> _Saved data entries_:
-.-.-

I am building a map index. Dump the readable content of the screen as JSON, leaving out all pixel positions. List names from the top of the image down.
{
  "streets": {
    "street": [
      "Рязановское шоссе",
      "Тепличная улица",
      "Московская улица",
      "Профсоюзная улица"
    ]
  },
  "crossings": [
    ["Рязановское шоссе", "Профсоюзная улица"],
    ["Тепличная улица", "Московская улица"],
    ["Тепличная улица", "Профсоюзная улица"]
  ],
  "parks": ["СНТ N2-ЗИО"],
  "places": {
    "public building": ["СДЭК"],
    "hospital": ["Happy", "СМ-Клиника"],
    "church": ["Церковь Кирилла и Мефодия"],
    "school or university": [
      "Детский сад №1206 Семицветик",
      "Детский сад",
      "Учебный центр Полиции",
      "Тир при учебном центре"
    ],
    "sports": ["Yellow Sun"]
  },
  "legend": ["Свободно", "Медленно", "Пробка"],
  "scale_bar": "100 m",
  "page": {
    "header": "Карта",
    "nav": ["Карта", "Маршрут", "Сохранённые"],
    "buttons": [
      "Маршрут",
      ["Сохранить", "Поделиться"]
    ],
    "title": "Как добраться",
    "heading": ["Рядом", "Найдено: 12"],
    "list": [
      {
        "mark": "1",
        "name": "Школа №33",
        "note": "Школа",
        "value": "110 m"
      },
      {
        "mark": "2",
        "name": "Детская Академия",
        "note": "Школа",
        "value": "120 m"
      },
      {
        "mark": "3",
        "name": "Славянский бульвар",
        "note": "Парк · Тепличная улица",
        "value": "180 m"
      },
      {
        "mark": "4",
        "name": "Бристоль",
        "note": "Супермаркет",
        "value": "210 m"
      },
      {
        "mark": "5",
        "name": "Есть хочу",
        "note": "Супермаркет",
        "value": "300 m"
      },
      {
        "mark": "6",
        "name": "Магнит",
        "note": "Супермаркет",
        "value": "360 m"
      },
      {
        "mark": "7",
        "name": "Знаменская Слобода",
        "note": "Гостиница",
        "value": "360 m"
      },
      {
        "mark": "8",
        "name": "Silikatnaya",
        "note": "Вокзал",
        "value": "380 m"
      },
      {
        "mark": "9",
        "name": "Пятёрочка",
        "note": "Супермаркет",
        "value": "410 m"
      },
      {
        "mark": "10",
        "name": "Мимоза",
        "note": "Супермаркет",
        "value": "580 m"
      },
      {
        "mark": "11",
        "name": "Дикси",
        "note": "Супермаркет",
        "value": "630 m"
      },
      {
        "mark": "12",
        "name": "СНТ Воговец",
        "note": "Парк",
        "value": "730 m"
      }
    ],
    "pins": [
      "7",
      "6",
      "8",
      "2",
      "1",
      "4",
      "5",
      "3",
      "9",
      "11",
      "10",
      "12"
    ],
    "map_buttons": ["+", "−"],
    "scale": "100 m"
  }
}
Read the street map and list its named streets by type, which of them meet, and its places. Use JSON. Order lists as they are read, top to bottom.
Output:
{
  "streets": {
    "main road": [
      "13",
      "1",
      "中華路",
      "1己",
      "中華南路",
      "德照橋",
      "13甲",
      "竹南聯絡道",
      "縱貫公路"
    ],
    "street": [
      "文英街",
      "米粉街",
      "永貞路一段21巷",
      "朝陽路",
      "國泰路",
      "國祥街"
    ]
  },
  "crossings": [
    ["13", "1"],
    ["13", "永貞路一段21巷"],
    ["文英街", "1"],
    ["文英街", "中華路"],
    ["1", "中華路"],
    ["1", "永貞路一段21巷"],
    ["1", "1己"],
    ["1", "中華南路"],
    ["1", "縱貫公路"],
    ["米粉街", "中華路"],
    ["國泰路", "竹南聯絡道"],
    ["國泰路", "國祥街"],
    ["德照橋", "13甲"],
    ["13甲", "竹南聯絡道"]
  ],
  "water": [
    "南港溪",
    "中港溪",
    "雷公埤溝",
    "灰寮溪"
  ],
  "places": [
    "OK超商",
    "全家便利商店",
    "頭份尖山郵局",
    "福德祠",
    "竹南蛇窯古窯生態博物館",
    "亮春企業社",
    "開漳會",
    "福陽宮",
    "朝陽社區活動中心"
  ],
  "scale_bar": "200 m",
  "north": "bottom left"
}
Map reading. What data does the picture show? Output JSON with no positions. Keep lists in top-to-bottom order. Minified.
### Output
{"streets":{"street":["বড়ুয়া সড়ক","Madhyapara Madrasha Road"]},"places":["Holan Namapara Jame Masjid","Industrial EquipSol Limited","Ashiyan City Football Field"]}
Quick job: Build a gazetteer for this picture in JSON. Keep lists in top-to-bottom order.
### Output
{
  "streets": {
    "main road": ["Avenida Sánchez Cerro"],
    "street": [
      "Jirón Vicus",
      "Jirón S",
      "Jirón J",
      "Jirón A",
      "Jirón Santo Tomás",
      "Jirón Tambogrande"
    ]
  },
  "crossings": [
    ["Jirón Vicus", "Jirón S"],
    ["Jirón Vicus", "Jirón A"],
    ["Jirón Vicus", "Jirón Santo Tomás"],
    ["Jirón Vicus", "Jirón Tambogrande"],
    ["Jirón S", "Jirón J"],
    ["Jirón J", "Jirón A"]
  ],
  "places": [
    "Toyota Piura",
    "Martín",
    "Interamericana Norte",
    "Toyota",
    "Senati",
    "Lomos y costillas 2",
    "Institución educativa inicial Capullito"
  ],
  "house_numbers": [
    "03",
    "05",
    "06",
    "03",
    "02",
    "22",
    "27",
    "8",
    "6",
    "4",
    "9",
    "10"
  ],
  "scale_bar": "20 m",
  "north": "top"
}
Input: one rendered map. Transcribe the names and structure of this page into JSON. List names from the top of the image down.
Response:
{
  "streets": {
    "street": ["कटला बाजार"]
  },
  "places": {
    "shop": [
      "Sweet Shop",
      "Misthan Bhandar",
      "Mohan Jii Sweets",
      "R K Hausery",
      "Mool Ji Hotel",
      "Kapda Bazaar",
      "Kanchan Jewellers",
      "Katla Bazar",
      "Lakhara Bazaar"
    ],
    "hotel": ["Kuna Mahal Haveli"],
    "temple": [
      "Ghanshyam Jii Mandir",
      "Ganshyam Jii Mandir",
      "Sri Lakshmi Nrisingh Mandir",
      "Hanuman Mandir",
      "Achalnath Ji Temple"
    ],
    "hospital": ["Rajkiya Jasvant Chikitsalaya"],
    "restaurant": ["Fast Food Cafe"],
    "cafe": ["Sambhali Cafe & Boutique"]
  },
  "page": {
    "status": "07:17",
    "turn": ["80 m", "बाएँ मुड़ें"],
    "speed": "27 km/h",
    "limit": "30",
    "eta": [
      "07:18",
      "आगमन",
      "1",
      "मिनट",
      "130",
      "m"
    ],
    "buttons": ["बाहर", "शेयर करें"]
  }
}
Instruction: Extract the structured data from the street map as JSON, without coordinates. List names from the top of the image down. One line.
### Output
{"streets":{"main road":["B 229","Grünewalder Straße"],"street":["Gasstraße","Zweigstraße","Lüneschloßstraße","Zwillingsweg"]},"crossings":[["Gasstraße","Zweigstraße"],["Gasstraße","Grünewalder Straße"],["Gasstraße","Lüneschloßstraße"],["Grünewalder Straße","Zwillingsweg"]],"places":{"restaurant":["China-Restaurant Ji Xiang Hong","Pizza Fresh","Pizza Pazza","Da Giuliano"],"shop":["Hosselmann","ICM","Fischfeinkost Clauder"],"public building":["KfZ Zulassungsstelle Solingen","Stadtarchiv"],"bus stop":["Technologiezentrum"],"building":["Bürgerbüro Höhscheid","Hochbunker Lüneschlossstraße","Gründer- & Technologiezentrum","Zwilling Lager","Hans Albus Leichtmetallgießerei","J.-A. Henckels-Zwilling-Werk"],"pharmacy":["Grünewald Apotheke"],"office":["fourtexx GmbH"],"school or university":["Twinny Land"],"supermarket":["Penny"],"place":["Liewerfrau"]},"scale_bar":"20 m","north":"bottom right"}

-.-.-

> _Assignment_: Return, word for word, the lines of the data above from the line with "Map reading. What" through the line with "Quick job: Build", inclusive.

> _Problem solution_:
Map reading. What data does the picture show? Output JSON with no positions. Keep lists in top-to-bottom order. Minified.
### Output
{"streets":{"street":["বড়ুয়া সড়ক","Madhyapara Madrasha Road"]},"places":["Holan Namapara Jame Masjid","Industrial EquipSol Limited","Ashiyan City Football Field"]}
Quick job: Build a gazetteer for this picture in JSON. Keep lists in top-to-bottom order.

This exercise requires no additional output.